Multiple Seasonal-Trend decomposition using LOESS (MSTL)¶
This notebook illustrates the use of MSTL
[1] to decompose a time series into a: trend component, multiple seasonal components, and a residual component. MSTL uses STL (Seasonal-Trend decomposition using LOESS) to iteratively extract seasonal components from a time series. The key inputs into MSTL
are:
periods
- The period of each seasonal component (e.g., for hourly data with daily and weekly seasonality we would have:periods=(24, 24*7)
.windows
- The lengths of each seasonal smoother with respect to each period. If these are large then the seasonal component will show less variability over time. Must be odd. IfNone
a set of default values determined by experiments in the original paper [1] are used.lmbda
- The lambda parameter for a Box-Cox transformation prior to decomposition. IfNone
then no transformation is done. If"auto"
then an appropriate value for lambda is automatically selected from the data.iterate
- Number of iterations to use to refine the seasonal component.stl_kwargs
- All the other parameters which can be passed to STL (e.g.,robust
,seasonal_deg
, etc.). See STL docs.
Note there are some key differences in this implementation to 1. Missing data must be handled outside of the MSTL
class. The algorithm proposed in the paper handles a case when there is no seasonality. This implementation assumes that there is at least one seasonal component.
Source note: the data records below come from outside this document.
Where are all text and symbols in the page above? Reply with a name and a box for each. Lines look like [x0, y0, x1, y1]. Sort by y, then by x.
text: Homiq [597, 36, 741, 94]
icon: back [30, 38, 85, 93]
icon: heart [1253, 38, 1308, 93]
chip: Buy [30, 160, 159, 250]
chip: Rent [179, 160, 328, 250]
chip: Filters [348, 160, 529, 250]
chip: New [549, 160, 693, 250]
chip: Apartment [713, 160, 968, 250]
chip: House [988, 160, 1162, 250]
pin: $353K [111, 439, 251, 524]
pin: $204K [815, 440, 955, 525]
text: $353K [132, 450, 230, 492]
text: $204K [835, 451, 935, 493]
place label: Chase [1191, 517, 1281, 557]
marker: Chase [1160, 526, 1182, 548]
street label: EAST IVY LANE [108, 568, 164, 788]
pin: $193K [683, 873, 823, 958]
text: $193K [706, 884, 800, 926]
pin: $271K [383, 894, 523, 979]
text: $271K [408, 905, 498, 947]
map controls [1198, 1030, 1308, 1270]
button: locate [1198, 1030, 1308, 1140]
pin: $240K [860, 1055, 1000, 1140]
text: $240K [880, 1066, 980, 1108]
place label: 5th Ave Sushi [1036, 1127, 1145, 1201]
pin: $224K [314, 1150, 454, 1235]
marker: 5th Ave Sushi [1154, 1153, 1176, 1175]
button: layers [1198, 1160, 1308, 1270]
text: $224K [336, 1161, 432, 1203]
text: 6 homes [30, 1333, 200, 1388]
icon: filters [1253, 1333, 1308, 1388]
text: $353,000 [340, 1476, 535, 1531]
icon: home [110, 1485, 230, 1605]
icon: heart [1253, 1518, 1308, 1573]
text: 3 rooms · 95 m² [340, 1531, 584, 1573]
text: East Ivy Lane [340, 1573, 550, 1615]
First we import the required packages, prepare the graphics environment, and prepare the data.
[1]:
import matplotlib.pyplot as plt
import datetime
import pandas as pd
import numpy as np
import seaborn as sns
from pandas.plotting import register_matplotlib_converters
from statsmodels.tsa.seasonal import MSTL
from statsmodels.tsa.seasonal import DecomposeResult
register_matplotlib_converters()
sns.set_style("darkgrid")
[2]:
plt.rc("figure", figsize=(16, 12))
plt.rc("font", size=13)
MSTL applied to a toy dataset¶
Create a toy dataset with multiple seasonalities¶
We create a time series with hourly frequency that has a daily and weekly seasonality which follow a sine wave. We demonstrate a more real world example later in the notebook.
[3]:
t = np.arange(1, 1000)
daily_seasonality = 5 * np.sin(2 * np.pi * t / 24)
weekly_seasonality = 10 * np.sin(2 * np.pi * t / (24 * 7))
trend = 0.0001 * t**2
y = trend + daily_seasonality + weekly_seasonality + np.random.randn(len(t))
ts = pd.date_range(start="2020-01-01", freq="H", periods=len(t))
df = pd.DataFrame(data=y, index=ts, columns=["y"])
/tmp/ipykernel_5245/288299940.py:6: FutureWarning: 'H' is deprecated and will be removed in a future version, please use 'h' instead.
ts = pd.date_range(start="2020-01-01", freq="H", periods=len(t))
[4]:
df.head()
[4]:
y | |
---|---|
2020-01-01 00:00:00 | 2.430365 |
2020-01-01 01:00:00 | 1.790566 |
2020-01-01 02:00:00 | 4.625017 |
2020-01-01 03:00:00 | 7.025365 |
2020-01-01 04:00:00 | 7.388021 |
Let’s plot the time series
[5]:
df["y"].plot(figsize=[10, 5])
[5]:
<Axes: >
Decompose the toy dataset with MSTL¶
Let’s use MSTL to decompose the time series into a trend component, daily and weekly seasonal component, and residual component.
[6]:
mstl = MSTL(df["y"], periods=[24, 24 * 7])
res = mstl.fit()
If the input is a pandas dataframe then the output for the seasonal component is a dataframe. The period for each component is reflect in the column names.
[7]:
res.seasonal.head()
[7]:
seasonal_24 | seasonal_168 | |
---|---|---|
2020-01-01 00:00:00 | 1.500231 | 1.796102 |
2020-01-01 01:00:00 | 2.339523 | 0.227047 |
2020-01-01 02:00:00 | 2.736665 | 2.076791 |
2020-01-01 03:00:00 | 5.812639 | 1.220039 |
2020-01-01 04:00:00 | 4.672422 | 3.259005 |
[8]:
ax = res.plot()
We see that the hourly and weekly seasonal components have been extracted.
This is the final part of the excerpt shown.